Overall, the findings support the interrelationship of health-related behaviors, which is important to consider in future research given that various health-related behaviors may be correlates or predisposing factors for social media use and mental health outcomes. However, these findings do not provide evidence that greater social media use predicts increasing depressive symptoms over time. The lack of a longitudinal association between social media use at T1 and changes in depression across time may suggest that time spent on social media is more a marker of than a cause of depression, meaning that those people with a tendency to become depressed may be also more likely to use social media and vice-versa. Other factors may explain this association, such as pre-existing mental health, behavioral, and environmental factors. Importantly, associations between social media use and depression are also likely to vary depending on the types of content and actions that are accessed via social media. Specific aspects of social media use may have positive or negative impacts on depression, and these aspects may manifest to different degrees between individuals and over time. Our findings highlight the importance of taking an integrative approach when examining social media use and health-related behaviors, with the promotion of healthy behaviors as a potential intervention to be investigated in future research to address the various factors that could impact depression in tandem with social media use.

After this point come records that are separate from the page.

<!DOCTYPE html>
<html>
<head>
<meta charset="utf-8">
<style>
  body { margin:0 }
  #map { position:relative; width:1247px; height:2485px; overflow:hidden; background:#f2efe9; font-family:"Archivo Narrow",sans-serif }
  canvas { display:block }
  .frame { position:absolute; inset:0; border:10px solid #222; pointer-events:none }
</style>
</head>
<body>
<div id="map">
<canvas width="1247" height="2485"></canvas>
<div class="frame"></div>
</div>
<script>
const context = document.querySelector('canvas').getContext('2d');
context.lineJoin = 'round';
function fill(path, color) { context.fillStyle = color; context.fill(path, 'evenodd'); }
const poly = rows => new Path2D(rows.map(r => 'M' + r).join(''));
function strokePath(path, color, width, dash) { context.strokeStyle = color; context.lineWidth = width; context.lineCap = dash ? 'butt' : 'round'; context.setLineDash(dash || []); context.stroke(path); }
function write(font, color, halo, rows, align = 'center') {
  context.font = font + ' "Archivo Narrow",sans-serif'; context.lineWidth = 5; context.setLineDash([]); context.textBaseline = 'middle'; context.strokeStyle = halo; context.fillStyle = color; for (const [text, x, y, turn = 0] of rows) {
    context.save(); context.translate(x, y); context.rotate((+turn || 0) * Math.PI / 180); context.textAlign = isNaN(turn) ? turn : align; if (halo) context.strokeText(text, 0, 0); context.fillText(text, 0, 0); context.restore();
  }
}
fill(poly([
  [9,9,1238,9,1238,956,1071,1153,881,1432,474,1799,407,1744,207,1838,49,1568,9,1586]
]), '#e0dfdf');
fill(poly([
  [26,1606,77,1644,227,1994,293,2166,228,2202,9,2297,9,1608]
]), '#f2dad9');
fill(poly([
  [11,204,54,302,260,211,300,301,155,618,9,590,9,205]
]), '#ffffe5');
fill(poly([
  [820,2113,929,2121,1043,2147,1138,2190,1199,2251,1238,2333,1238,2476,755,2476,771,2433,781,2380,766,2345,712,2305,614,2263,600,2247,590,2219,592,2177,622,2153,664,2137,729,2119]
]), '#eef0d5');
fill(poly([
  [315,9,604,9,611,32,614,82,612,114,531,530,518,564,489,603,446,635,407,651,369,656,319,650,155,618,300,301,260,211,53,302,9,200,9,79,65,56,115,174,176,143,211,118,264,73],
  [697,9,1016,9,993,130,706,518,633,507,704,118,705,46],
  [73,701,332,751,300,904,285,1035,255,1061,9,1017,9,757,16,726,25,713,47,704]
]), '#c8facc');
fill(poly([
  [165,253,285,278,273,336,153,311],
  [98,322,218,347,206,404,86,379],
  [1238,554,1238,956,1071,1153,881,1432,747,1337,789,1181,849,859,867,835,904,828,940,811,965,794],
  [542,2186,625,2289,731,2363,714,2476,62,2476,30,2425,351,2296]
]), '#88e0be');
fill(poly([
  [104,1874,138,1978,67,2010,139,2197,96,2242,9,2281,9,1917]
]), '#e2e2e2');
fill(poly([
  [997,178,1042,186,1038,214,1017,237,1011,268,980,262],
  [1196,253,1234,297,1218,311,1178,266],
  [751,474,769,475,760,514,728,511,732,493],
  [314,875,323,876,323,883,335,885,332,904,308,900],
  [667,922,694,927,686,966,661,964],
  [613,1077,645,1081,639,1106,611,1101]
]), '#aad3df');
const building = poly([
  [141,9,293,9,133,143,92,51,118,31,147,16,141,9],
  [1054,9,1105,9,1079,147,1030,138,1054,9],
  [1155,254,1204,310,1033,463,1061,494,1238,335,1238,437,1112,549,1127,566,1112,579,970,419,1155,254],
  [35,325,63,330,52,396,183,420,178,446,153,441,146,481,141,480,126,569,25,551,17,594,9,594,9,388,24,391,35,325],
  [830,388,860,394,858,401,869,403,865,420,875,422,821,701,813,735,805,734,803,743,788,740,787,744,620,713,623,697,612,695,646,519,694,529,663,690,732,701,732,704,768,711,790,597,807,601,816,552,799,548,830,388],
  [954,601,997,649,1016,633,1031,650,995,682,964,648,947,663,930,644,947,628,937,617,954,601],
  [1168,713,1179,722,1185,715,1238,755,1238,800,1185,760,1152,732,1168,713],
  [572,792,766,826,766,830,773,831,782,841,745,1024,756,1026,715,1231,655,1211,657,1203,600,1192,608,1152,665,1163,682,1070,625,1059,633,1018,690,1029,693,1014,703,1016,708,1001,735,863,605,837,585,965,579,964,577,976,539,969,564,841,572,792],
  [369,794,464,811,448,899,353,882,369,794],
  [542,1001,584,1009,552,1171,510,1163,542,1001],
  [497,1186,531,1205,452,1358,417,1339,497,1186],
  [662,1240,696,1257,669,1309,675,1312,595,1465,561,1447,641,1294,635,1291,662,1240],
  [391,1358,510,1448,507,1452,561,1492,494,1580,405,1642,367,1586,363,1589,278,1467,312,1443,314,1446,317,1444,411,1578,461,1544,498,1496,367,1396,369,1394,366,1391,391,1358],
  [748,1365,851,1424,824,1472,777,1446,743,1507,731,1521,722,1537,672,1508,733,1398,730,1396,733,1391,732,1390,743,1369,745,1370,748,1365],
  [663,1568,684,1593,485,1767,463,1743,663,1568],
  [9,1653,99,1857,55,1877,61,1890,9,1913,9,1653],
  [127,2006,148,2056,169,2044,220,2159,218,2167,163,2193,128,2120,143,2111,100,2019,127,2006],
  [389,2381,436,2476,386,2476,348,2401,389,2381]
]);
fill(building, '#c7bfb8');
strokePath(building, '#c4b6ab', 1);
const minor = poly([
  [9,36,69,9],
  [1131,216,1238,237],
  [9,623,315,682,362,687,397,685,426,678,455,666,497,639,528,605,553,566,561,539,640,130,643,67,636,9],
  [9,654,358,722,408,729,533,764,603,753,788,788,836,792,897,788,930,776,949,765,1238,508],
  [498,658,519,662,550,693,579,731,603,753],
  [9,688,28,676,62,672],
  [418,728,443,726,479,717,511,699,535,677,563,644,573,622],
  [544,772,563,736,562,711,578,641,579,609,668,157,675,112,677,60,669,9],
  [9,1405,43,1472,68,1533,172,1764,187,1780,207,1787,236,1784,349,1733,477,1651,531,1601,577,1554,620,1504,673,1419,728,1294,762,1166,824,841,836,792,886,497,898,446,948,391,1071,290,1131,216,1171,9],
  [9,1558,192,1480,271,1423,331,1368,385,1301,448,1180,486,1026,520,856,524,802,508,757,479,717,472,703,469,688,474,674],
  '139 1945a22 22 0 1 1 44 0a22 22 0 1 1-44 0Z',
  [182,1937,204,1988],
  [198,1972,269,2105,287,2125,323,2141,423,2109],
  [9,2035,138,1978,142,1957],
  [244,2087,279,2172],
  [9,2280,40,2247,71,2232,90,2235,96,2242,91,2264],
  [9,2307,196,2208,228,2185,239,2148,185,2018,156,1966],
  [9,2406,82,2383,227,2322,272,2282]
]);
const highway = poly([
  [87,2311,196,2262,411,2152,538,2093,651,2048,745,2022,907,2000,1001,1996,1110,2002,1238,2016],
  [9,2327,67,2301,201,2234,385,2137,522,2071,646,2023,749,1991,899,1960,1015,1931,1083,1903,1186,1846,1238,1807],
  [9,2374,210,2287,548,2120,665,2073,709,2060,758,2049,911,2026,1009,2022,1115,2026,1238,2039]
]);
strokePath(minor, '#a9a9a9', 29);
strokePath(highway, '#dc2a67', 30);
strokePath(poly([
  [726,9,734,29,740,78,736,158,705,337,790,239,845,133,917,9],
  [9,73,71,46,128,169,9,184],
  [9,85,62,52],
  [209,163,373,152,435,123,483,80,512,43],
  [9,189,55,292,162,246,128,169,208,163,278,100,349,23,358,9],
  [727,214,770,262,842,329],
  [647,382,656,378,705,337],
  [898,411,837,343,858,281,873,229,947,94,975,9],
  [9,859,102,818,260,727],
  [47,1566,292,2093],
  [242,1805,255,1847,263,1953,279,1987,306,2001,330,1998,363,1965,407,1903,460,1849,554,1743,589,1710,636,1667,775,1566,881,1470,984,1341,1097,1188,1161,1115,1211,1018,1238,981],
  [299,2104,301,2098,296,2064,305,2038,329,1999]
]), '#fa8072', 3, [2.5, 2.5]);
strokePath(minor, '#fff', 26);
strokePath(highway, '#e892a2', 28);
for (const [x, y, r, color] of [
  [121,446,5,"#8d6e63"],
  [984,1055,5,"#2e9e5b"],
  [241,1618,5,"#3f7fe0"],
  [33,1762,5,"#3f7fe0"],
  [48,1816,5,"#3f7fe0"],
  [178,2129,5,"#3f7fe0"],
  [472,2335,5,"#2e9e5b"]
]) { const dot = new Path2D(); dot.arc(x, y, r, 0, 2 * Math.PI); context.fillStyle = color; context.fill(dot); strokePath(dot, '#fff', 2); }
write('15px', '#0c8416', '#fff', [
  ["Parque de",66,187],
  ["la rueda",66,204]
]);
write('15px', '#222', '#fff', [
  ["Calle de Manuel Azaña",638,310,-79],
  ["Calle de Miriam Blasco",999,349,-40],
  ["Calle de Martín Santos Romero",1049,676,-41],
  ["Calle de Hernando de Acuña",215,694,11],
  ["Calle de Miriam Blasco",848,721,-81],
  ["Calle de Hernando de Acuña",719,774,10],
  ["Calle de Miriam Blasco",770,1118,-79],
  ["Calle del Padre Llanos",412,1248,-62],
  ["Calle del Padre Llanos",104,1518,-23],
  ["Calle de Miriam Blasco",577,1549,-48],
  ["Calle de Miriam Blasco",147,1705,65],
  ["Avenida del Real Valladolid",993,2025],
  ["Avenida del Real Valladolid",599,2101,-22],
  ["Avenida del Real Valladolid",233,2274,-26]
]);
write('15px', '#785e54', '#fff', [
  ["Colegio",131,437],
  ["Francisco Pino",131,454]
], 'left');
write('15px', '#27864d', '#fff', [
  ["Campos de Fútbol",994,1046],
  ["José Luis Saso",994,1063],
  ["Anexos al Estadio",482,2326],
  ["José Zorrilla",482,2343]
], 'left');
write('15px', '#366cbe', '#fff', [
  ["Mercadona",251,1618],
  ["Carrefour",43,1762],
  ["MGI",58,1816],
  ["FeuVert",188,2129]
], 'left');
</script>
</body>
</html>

Limitations of this study include convenience sampling and the reliance on self-reported data. More “objective” measures of health-related behaviors may be obtained with digital phenotyping, a method of data collection that can include logs of social media use, sleep indices, and geolocation, via the use of smartphones or wearables. Importantly, we lacked data on the different types and contents of social media that were used, which may be differentially associated with depressive symptoms and other health-related behaviors. Lastly, the present sample was relatively small, which limited statistical power and the reliability of network estimates. Due to online convenience sampling, the sample included a majority of female individuals, further limiting the generalizability of the results to the general population. Attrition, which was predicted by male sex, cannabis use, and more depressive symptoms at baseline, may have influenced the regression (if data was missing not at random) and network estimates.

In conclusion, this study found concurrent associations of higher social media use with higher depression scores, as well as with other health-related behaviors including less time spent in green spaces. Despite their interrelationship, health-related behaviors may not be sufficient to explain the association between social media use and depression, which may instead reflect the influence of other individual, media-related, and socio-environmental factors.